▸ What you will do
Every entry must be repeated exactly. Exclude all pictures.

▸ Source material
++++++++++
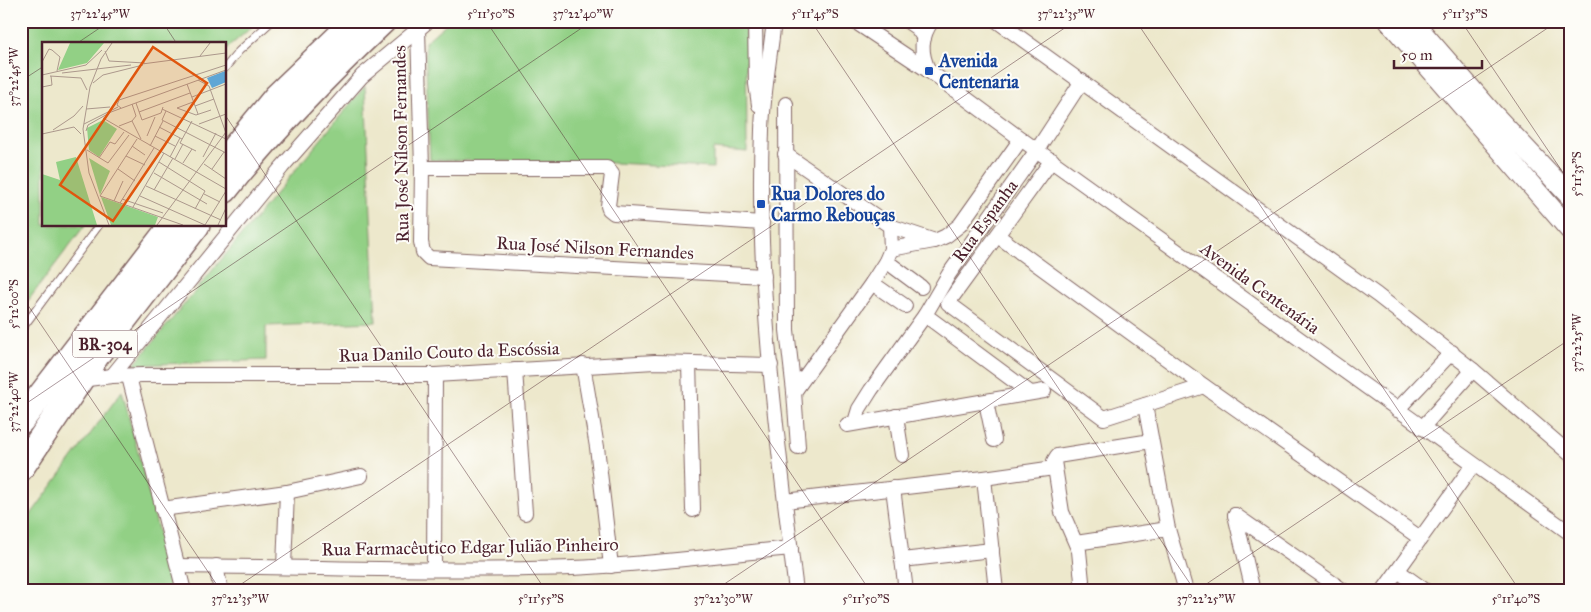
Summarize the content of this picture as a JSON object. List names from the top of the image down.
{
  "streets": {
    "highway": ["BR-304"],
    "street": [
      "Rua José Nílson Fernandes",
      "Rua Espanha",
      "Rua José Nilson Fernandes",
      "Avenida Centenária",
      "Rua Danilo Couto da Escóssia",
      "Rua Farmacêutico Edgar Julião Pinheiro"
    ]
  },
  "crossings": [
    ["Rua José Nílson Fernandes", "Rua José Nilson Fernandes"],
    ["Rua Espanha", "Avenida Centenária"],
    ["BR-304", "Rua Danilo Couto da Escóssia"]
  ],
  "places": {
    "transit": ["Avenida Centenaria", "Rua Dolores do Carmo Rebouças"]
  },
  "scale_bar": "50 m",
  "coordinates": [
    "37°22'45\"W",
    "5°11'50\"S",
    "37°22'40\"W",
    "5°11'45\"S",
    "37°22'35\"W",
    "5°11'35\"S",
    "5°12'00\"S",
    "37°22'25\"W",
    "5°11'55\"S",
    "37°22'30\"W",
    "5°11'40\"S"
  ]
}
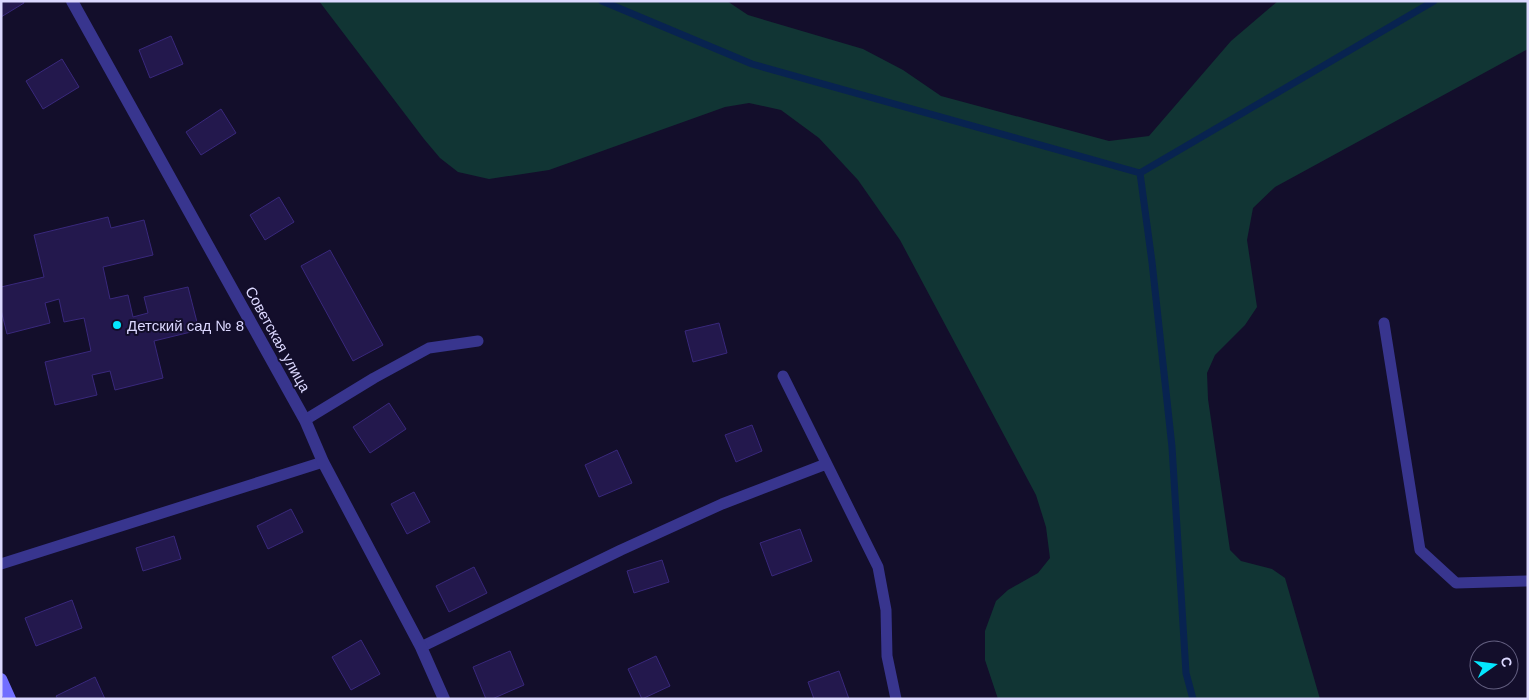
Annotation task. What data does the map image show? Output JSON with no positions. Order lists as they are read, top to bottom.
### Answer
{
  "streets": {
    "street": ["Советская улица"]
  },
  "places": ["Детский сад № 8"],
  "north": "right"
}
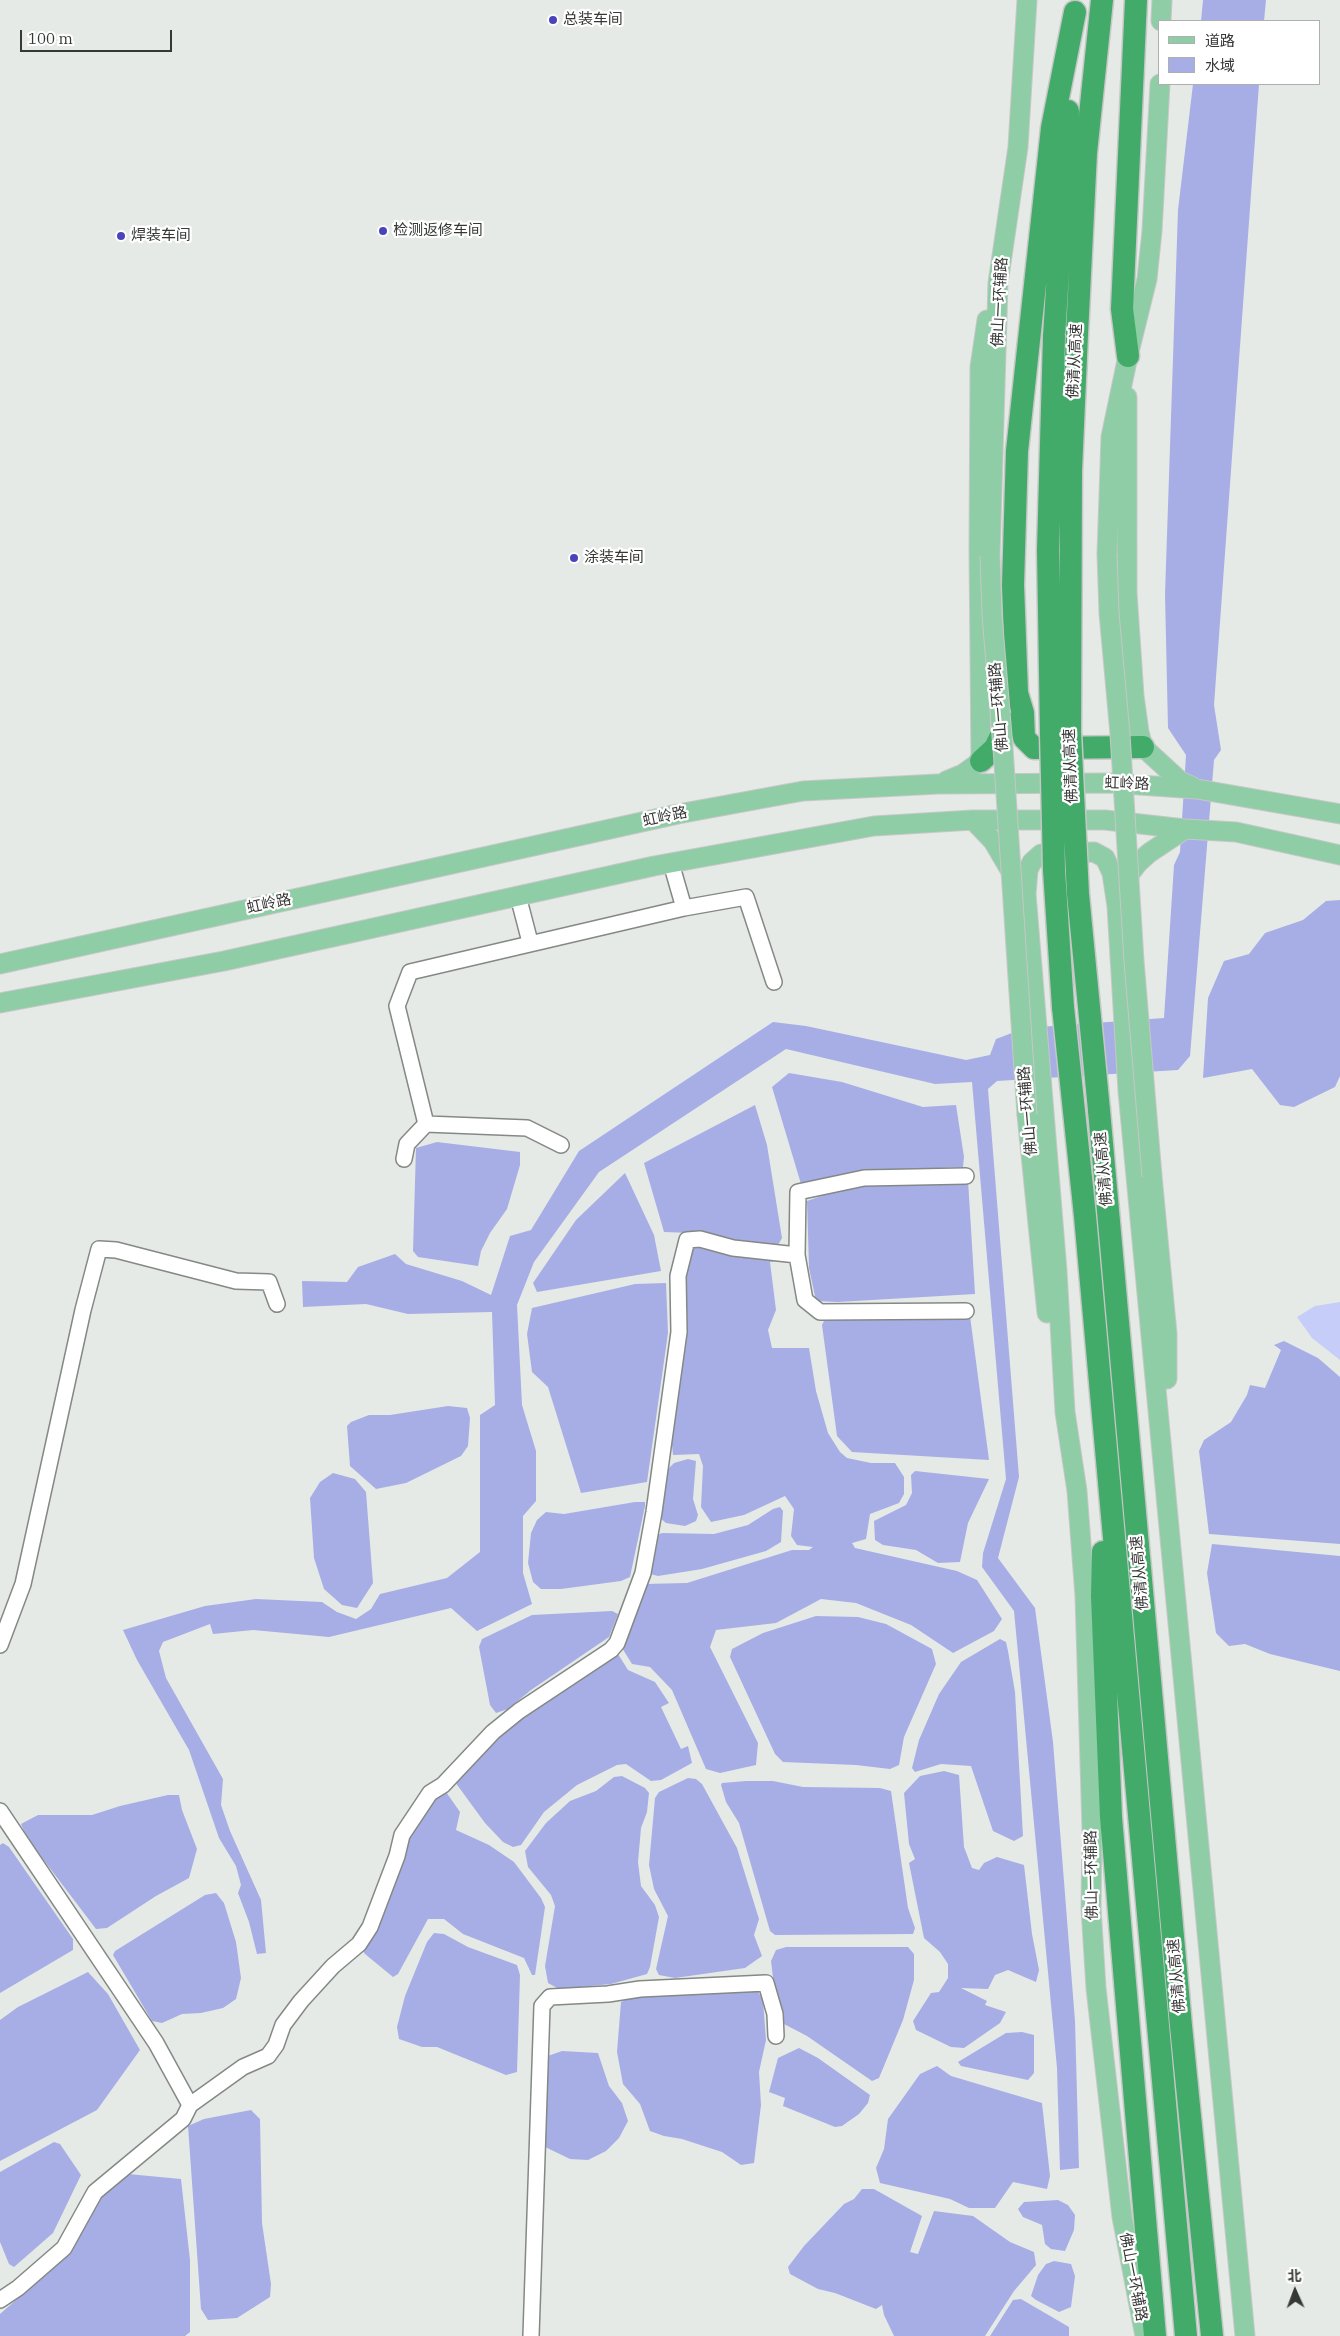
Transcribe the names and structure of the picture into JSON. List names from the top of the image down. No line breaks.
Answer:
{"streets":{"highway":["佛清从高速"],"main road":["佛山一环辅路","虹岭路"]},"places":["总装车间","检测返修车间","焊装车间","涂装车间"],"legend":["道路","水域"],"scale_bar":"100 m","north":"top"}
++++++++++
▸ Solution for this exercise
Summarize the content of this picture as a JSON object. List names from the top of the image down.
{
  "streets": {
    "highway": ["BR-304"],
    "street": [
      "Rua José Nílson Fernandes",
      "Rua Espanha",
      "Rua José Nilson Fernandes",
      "Avenida Centenária",
      "Rua Danilo Couto da Escóssia",
      "Rua Farmacêutico Edgar Julião Pinheiro"
    ]
  },
  "crossings": [
    ["Rua José Nílson Fernandes", "Rua José Nilson Fernandes"],
    ["Rua Espanha", "Avenida Centenária"],
    ["BR-304", "Rua Danilo Couto da Escóssia"]
  ],
  "places": {
    "transit": ["Avenida Centenaria", "Rua Dolores do Carmo Rebouças"]
  },
  "scale_bar": "50 m",
  "coordinates": [
    "37°22'45\"W",
    "5°11'50\"S",
    "37°22'40\"W",
    "5°11'45\"S",
    "37°22'35\"W",
    "5°11'35\"S",
    "5°12'00\"S",
    "37°22'25\"W",
    "5°11'55\"S",
    "37°22'30\"W",
    "5°11'40\"S"
  ]
}
Annotation task. What data does the map image show? Output JSON with no positions. Order lists as they are read, top to bottom.
### Answer
{
  "streets": {
    "street": ["Советская улица"]
  },
  "places": ["Детский сад № 8"],
  "north": "right"
}
Transcribe the names and structure of the picture into JSON. List names from the top of the image down. No line breaks.
Answer:
{"streets":{"highway":["佛清从高速"],"main road":["佛山一环辅路","虹岭路"]},"places":["总装车间","检测返修车间","焊装车间","涂装车间"],"legend":["道路","水域"],"scale_bar":"100 m","north":"top"}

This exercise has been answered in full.